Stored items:
********

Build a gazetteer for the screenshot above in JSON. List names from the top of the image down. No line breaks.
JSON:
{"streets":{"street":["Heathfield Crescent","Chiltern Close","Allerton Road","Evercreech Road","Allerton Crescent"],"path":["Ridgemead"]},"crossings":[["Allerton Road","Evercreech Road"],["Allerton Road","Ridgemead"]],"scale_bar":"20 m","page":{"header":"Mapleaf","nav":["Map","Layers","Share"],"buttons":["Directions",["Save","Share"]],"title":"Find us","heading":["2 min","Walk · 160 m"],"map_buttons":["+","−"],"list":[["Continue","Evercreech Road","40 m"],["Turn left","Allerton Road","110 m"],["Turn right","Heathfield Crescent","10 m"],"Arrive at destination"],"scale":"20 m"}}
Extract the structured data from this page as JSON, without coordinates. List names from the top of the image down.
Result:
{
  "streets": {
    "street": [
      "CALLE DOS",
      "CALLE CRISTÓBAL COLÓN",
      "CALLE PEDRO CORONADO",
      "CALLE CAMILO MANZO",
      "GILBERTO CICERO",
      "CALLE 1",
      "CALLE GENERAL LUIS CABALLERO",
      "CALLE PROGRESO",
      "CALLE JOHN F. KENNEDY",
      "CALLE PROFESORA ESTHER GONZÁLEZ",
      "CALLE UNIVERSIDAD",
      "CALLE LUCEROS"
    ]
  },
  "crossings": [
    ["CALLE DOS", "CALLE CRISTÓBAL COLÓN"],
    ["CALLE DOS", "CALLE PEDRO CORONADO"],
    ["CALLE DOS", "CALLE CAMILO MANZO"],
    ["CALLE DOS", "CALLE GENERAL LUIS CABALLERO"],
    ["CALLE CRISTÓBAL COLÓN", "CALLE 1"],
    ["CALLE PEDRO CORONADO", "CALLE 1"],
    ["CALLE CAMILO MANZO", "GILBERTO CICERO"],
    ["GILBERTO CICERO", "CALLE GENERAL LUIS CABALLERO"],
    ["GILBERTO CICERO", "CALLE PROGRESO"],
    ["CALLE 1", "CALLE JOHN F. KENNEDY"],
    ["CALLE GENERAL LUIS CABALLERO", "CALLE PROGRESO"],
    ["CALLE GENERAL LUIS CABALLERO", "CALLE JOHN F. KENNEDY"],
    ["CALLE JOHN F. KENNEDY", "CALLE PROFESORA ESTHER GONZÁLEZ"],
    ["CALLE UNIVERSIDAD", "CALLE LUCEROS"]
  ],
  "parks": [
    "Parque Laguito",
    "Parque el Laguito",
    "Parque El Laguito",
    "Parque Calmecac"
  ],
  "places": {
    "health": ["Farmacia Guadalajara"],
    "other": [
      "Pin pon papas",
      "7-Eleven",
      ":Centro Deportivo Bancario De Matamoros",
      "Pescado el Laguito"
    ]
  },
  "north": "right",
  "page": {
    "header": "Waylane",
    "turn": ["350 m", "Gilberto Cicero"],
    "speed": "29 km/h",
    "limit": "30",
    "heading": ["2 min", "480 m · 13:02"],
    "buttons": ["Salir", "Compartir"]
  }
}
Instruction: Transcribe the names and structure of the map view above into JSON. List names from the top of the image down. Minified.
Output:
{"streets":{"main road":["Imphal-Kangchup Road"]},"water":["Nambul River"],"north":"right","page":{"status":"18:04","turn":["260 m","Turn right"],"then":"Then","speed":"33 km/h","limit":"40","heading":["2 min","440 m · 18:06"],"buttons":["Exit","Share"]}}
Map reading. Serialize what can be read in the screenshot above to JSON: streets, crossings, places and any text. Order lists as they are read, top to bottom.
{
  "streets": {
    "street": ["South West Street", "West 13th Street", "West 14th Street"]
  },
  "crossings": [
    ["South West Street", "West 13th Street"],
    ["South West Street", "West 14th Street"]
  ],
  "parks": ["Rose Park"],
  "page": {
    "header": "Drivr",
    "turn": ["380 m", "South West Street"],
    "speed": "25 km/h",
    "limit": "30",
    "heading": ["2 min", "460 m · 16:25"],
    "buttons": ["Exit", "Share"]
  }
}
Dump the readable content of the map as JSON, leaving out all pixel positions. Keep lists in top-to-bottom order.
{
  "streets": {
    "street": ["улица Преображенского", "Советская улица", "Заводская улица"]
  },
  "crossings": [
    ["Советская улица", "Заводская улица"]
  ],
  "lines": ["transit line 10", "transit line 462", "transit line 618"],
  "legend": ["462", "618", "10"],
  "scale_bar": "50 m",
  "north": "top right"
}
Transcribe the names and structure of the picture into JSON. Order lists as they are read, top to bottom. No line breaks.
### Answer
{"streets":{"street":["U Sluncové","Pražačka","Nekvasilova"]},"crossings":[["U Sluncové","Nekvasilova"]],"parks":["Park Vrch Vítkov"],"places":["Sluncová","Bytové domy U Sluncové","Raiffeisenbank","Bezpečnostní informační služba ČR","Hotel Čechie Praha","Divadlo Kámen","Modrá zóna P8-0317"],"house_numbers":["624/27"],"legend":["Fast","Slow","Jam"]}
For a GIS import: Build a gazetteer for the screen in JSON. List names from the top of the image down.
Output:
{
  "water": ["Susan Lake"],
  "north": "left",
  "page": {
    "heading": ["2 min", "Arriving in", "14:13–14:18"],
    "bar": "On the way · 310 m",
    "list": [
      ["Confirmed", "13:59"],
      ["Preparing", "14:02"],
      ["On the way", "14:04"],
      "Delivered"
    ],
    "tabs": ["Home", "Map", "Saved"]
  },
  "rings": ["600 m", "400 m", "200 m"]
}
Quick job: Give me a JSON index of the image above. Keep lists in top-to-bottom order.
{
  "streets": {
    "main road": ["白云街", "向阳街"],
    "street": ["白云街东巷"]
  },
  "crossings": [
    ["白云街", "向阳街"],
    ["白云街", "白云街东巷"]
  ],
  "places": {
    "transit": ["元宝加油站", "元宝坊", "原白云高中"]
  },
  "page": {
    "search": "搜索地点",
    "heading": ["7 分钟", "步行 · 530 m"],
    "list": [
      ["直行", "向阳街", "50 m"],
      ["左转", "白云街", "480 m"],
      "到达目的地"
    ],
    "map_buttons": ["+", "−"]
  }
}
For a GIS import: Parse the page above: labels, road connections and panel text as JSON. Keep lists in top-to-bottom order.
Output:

********

PROBLEM REQUIREMENTS
Copy the data above in its entirety, exactly as given.

EXERCISE ANSWER
Build a gazetteer for the screenshot above in JSON. List names from the top of the image down. No line breaks.
JSON:
{"streets":{"street":["Heathfield Crescent","Chiltern Close","Allerton Road","Evercreech Road","Allerton Crescent"],"path":["Ridgemead"]},"crossings":[["Allerton Road","Evercreech Road"],["Allerton Road","Ridgemead"]],"scale_bar":"20 m","page":{"header":"Mapleaf","nav":["Map","Layers","Share"],"buttons":["Directions",["Save","Share"]],"title":"Find us","heading":["2 min","Walk · 160 m"],"map_buttons":["+","−"],"list":[["Continue","Evercreech Road","40 m"],["Turn left","Allerton Road","110 m"],["Turn right","Heathfield Crescent","10 m"],"Arrive at destination"],"scale":"20 m"}}
Extract the structured data from this page as JSON, without coordinates. List names from the top of the image down.
Result:
{
  "streets": {
    "street": [
      "CALLE DOS",
      "CALLE CRISTÓBAL COLÓN",
      "CALLE PEDRO CORONADO",
      "CALLE CAMILO MANZO",
      "GILBERTO CICERO",
      "CALLE 1",
      "CALLE GENERAL LUIS CABALLERO",
      "CALLE PROGRESO",
      "CALLE JOHN F. KENNEDY",
      "CALLE PROFESORA ESTHER GONZÁLEZ",
      "CALLE UNIVERSIDAD",
      "CALLE LUCEROS"
    ]
  },
  "crossings": [
    ["CALLE DOS", "CALLE CRISTÓBAL COLÓN"],
    ["CALLE DOS", "CALLE PEDRO CORONADO"],
    ["CALLE DOS", "CALLE CAMILO MANZO"],
    ["CALLE DOS", "CALLE GENERAL LUIS CABALLERO"],
    ["CALLE CRISTÓBAL COLÓN", "CALLE 1"],
    ["CALLE PEDRO CORONADO", "CALLE 1"],
    ["CALLE CAMILO MANZO", "GILBERTO CICERO"],
    ["GILBERTO CICERO", "CALLE GENERAL LUIS CABALLERO"],
    ["GILBERTO CICERO", "CALLE PROGRESO"],
    ["CALLE 1", "CALLE JOHN F. KENNEDY"],
    ["CALLE GENERAL LUIS CABALLERO", "CALLE PROGRESO"],
    ["CALLE GENERAL LUIS CABALLERO", "CALLE JOHN F. KENNEDY"],
    ["CALLE JOHN F. KENNEDY", "CALLE PROFESORA ESTHER GONZÁLEZ"],
    ["CALLE UNIVERSIDAD", "CALLE LUCEROS"]
  ],
  "parks": [
    "Parque Laguito",
    "Parque el Laguito",
    "Parque El Laguito",
    "Parque Calmecac"
  ],
  "places": {
    "health": ["Farmacia Guadalajara"],
    "other": [
      "Pin pon papas",
      "7-Eleven",
      ":Centro Deportivo Bancario De Matamoros",
      "Pescado el Laguito"
    ]
  },
  "north": "right",
  "page": {
    "header": "Waylane",
    "turn": ["350 m", "Gilberto Cicero"],
    "speed": "29 km/h",
    "limit": "30",
    "heading": ["2 min", "480 m · 13:02"],
    "buttons": ["Salir", "Compartir"]
  }
}
Instruction: Transcribe the names and structure of the map view above into JSON. List names from the top of the image down. Minified.
Output:
{"streets":{"main road":["Imphal-Kangchup Road"]},"water":["Nambul River"],"north":"right","page":{"status":"18:04","turn":["260 m","Turn right"],"then":"Then","speed":"33 km/h","limit":"40","heading":["2 min","440 m · 18:06"],"buttons":["Exit","Share"]}}
Map reading. Serialize what can be read in the screenshot above to JSON: streets, crossings, places and any text. Order lists as they are read, top to bottom.
{
  "streets": {
    "street": ["South West Street", "West 13th Street", "West 14th Street"]
  },
  "crossings": [
    ["South West Street", "West 13th Street"],
    ["South West Street", "West 14th Street"]
  ],
  "parks": ["Rose Park"],
  "page": {
    "header": "Drivr",
    "turn": ["380 m", "South West Street"],
    "speed": "25 km/h",
    "limit": "30",
    "heading": ["2 min", "460 m · 16:25"],
    "buttons": ["Exit", "Share"]
  }
}
Dump the readable content of the map as JSON, leaving out all pixel positions. Keep lists in top-to-bottom order.
{
  "streets": {
    "street": ["улица Преображенского", "Советская улица", "Заводская улица"]
  },
  "crossings": [
    ["Советская улица", "Заводская улица"]
  ],
  "lines": ["transit line 10", "transit line 462", "transit line 618"],
  "legend": ["462", "618", "10"],
  "scale_bar": "50 m",
  "north": "top right"
}
Transcribe the names and structure of the picture into JSON. Order lists as they are read, top to bottom. No line breaks.
### Answer
{"streets":{"street":["U Sluncové","Pražačka","Nekvasilova"]},"crossings":[["U Sluncové","Nekvasilova"]],"parks":["Park Vrch Vítkov"],"places":["Sluncová","Bytové domy U Sluncové","Raiffeisenbank","Bezpečnostní informační služba ČR","Hotel Čechie Praha","Divadlo Kámen","Modrá zóna P8-0317"],"house_numbers":["624/27"],"legend":["Fast","Slow","Jam"]}
For a GIS import: Build a gazetteer for the screen in JSON. List names from the top of the image down.
Output:
{
  "water": ["Susan Lake"],
  "north": "left",
  "page": {
    "heading": ["2 min", "Arriving in", "14:13–14:18"],
    "bar": "On the way · 310 m",
    "list": [
      ["Confirmed", "13:59"],
      ["Preparing", "14:02"],
      ["On the way", "14:04"],
      "Delivered"
    ],
    "tabs": ["Home", "Map", "Saved"]
  },
  "rings": ["600 m", "400 m", "200 m"]
}
Quick job: Give me a JSON index of the image above. Keep lists in top-to-bottom order.
{
  "streets": {
    "main road": ["白云街", "向阳街"],
    "street": ["白云街东巷"]
  },
  "crossings": [
    ["白云街", "向阳街"],
    ["白云街", "白云街东巷"]
  ],
  "places": {
    "transit": ["元宝加油站", "元宝坊", "原白云高中"]
  },
  "page": {
    "search": "搜索地点",
    "heading": ["7 分钟", "步行 · 530 m"],
    "list": [
      ["直行", "向阳街", "50 m"],
      ["左转", "白云街", "480 m"],
      "到达目的地"
    ],
    "map_buttons": ["+", "−"]
  }
}
For a GIS import: Parse the page above: labels, road connections and panel text as JSON. Keep lists in top-to-bottom order.
Output:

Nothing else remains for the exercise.